◆ **What the task requires**:
Take the entries below and print only the lines from the one with "position:relative; width:1461px; height:695px;" through the one with "position:absolute; left:12px; top:12px;", exactly as they stand, both ends included.

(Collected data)
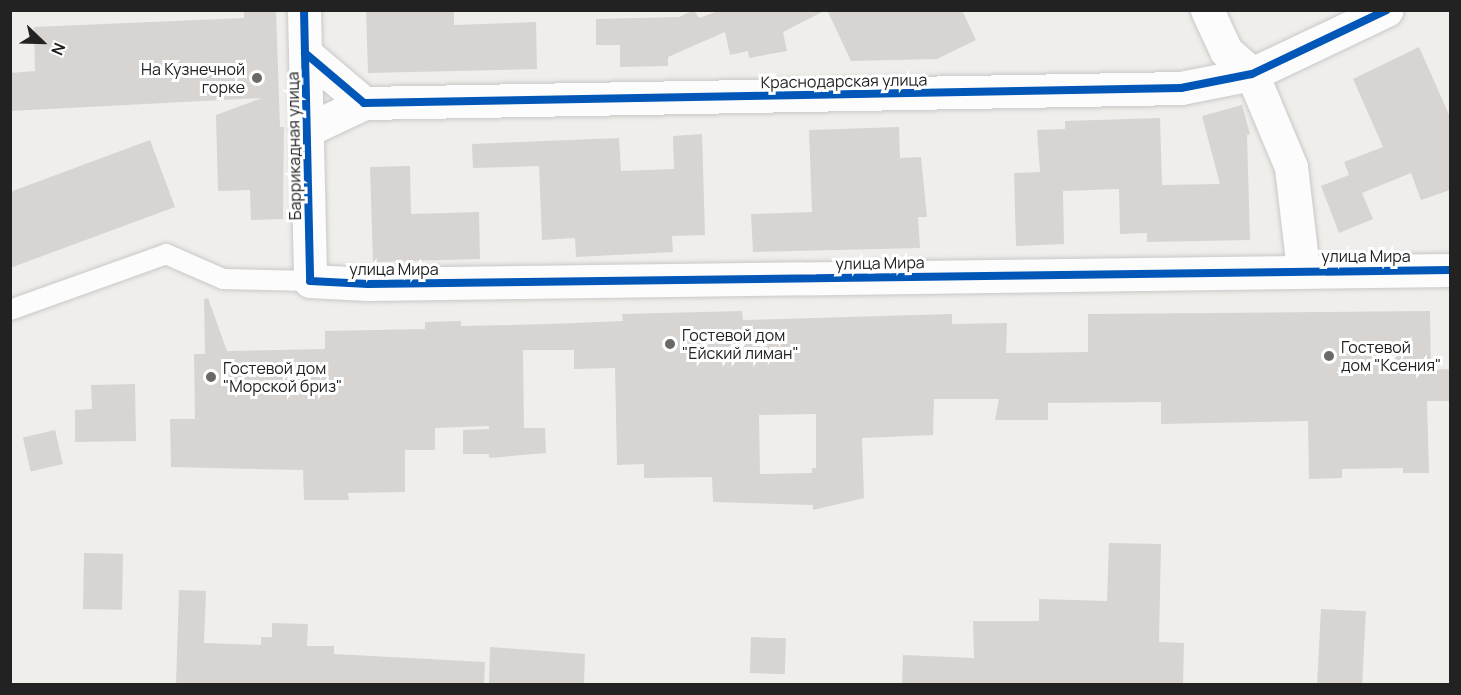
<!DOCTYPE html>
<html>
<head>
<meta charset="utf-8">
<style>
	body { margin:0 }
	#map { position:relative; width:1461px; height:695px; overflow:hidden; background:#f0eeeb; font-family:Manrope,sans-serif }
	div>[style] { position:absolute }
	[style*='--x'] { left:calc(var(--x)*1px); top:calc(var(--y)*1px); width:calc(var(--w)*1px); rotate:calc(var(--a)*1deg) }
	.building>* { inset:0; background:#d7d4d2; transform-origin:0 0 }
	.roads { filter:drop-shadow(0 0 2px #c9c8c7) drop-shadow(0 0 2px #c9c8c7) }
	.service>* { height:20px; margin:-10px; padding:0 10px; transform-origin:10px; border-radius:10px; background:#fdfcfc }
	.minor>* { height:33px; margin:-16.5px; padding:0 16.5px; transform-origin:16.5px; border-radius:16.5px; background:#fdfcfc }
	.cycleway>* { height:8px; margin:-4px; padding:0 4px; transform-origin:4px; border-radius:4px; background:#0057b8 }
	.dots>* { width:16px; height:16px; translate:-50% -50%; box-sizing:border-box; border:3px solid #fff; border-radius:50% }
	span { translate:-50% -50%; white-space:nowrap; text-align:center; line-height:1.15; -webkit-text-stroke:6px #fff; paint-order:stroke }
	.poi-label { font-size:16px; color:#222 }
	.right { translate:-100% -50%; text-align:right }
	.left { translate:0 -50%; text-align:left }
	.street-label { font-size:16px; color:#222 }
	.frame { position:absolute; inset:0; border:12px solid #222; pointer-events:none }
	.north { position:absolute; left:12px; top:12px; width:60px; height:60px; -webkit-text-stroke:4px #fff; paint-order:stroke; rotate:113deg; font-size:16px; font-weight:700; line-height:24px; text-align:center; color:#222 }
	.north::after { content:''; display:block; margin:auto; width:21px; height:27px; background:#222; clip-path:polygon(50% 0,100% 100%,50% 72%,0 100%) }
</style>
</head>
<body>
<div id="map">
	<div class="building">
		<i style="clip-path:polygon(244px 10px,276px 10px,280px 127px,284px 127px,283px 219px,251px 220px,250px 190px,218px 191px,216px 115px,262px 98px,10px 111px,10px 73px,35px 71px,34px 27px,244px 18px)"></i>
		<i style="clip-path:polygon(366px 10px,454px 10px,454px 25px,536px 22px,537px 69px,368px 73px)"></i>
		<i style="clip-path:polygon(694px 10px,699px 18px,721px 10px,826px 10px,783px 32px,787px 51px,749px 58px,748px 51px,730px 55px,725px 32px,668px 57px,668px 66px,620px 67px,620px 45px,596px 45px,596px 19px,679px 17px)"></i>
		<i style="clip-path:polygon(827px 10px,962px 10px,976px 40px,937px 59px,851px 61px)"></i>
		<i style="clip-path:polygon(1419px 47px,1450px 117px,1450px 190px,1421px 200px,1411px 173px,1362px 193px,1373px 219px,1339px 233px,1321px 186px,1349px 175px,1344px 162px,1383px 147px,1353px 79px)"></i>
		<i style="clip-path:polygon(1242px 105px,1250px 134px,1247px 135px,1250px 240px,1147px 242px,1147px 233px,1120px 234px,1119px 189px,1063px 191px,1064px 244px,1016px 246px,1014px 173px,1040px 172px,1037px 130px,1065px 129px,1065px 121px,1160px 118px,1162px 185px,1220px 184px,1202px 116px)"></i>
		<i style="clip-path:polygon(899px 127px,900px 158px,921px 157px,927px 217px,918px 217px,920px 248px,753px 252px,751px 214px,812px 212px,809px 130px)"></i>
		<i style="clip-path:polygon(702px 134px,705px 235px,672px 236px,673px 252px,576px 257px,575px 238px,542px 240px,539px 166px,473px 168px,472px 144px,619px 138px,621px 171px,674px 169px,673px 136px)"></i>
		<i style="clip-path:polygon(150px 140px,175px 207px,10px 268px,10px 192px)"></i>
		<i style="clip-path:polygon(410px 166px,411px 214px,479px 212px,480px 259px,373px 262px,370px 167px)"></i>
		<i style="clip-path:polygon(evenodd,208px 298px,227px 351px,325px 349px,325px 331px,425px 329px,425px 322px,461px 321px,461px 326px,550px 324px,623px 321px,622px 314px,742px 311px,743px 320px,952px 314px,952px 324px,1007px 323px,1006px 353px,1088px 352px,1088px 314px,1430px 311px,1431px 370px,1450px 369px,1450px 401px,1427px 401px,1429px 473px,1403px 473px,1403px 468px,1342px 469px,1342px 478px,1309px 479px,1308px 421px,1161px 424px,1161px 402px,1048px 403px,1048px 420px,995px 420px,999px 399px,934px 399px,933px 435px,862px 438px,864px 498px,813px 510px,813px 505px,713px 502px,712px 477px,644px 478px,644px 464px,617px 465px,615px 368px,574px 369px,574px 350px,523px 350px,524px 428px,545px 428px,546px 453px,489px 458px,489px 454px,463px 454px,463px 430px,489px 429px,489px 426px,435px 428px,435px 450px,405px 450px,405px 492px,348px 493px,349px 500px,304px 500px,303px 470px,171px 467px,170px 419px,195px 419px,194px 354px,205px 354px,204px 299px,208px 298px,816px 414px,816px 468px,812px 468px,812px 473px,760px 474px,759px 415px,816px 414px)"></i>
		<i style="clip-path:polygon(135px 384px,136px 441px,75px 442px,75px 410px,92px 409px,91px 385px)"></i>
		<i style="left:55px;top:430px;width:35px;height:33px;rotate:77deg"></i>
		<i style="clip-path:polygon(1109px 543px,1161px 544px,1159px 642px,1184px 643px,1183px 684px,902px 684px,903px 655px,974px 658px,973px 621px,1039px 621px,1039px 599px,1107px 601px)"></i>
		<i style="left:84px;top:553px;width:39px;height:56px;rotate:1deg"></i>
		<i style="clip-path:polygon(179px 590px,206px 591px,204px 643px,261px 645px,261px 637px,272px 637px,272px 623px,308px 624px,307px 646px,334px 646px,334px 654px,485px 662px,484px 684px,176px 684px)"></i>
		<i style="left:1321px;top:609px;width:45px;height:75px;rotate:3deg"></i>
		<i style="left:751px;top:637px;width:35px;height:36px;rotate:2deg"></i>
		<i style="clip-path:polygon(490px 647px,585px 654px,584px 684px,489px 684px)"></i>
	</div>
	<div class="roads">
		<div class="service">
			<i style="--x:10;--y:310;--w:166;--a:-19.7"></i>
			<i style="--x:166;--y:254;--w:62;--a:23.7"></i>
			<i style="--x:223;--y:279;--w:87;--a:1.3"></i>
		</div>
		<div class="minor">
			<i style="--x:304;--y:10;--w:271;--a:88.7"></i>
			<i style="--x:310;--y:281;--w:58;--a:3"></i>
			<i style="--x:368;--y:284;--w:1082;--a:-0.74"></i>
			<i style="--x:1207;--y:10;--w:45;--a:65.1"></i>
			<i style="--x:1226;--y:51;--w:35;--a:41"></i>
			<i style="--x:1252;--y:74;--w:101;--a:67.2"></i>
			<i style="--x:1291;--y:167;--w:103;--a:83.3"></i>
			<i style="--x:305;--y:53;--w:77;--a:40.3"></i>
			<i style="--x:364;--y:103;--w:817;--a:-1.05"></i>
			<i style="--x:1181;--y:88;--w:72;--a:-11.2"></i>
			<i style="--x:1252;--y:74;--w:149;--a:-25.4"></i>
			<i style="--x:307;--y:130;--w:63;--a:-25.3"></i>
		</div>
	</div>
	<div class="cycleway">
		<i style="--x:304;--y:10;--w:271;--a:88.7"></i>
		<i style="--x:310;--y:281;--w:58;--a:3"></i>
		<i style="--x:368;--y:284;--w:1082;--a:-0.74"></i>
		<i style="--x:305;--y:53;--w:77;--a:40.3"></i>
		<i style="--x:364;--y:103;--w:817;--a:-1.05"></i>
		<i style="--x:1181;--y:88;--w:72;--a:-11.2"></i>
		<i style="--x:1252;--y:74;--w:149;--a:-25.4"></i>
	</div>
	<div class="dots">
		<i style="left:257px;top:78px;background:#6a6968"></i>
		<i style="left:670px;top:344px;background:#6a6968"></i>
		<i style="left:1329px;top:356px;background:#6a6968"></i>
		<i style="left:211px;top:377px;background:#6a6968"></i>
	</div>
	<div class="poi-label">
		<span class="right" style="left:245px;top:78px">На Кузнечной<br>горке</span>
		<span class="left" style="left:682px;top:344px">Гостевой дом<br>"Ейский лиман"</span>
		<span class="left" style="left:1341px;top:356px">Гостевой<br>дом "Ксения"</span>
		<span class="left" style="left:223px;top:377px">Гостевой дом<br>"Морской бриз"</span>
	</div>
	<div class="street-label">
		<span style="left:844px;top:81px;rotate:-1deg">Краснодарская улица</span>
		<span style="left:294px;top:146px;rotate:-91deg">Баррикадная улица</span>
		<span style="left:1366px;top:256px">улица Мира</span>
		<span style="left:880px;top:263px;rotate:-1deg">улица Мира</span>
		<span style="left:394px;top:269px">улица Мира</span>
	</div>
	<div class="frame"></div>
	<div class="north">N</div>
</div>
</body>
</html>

◆ **Written response**:
	#map { position:relative; width:1461px; height:695px; overflow:hidden; background:#f0eeeb; font-family:Manrope,sans-serif }
	div>[style] { position:absolute }
	[style*='--x'] { left:calc(var(--x)*1px); top:calc(var(--y)*1px); width:calc(var(--w)*1px); rotate:calc(var(--a)*1deg) }
	.building>* { inset:0; background:#d7d4d2; transform-origin:0 0 }
	.roads { filter:drop-shadow(0 0 2px #c9c8c7) drop-shadow(0 0 2px #c9c8c7) }
	.service>* { height:20px; margin:-10px; padding:0 10px; transform-origin:10px; border-radius:10px; background:#fdfcfc }
	.minor>* { height:33px; margin:-16.5px; padding:0 16.5px; transform-origin:16.5px; border-radius:16.5px; background:#fdfcfc }
	.cycleway>* { height:8px; margin:-4px; padding:0 4px; transform-origin:4px; border-radius:4px; background:#0057b8 }
	.dots>* { width:16px; height:16px; translate:-50% -50%; box-sizing:border-box; border:3px solid #fff; border-radius:50% }
	span { translate:-50% -50%; white-space:nowrap; text-align:center; line-height:1.15; -webkit-text-stroke:6px #fff; paint-order:stroke }
	.poi-label { font-size:16px; color:#222 }
	.right { translate:-100% -50%; text-align:right }
	.left { translate:0 -50%; text-align:left }
	.street-label { font-size:16px; color:#222 }
	.frame { position:absolute; inset:0; border:12px solid #222; pointer-events:none }
	.north { position:absolute; left:12px; top:12px; width:60px; height:60px; -webkit-text-stroke:4px #fff; paint-order:stroke; rotate:113deg; font-size:16px; font-weight:700; line-height:24px; text-align:center; color:#222 }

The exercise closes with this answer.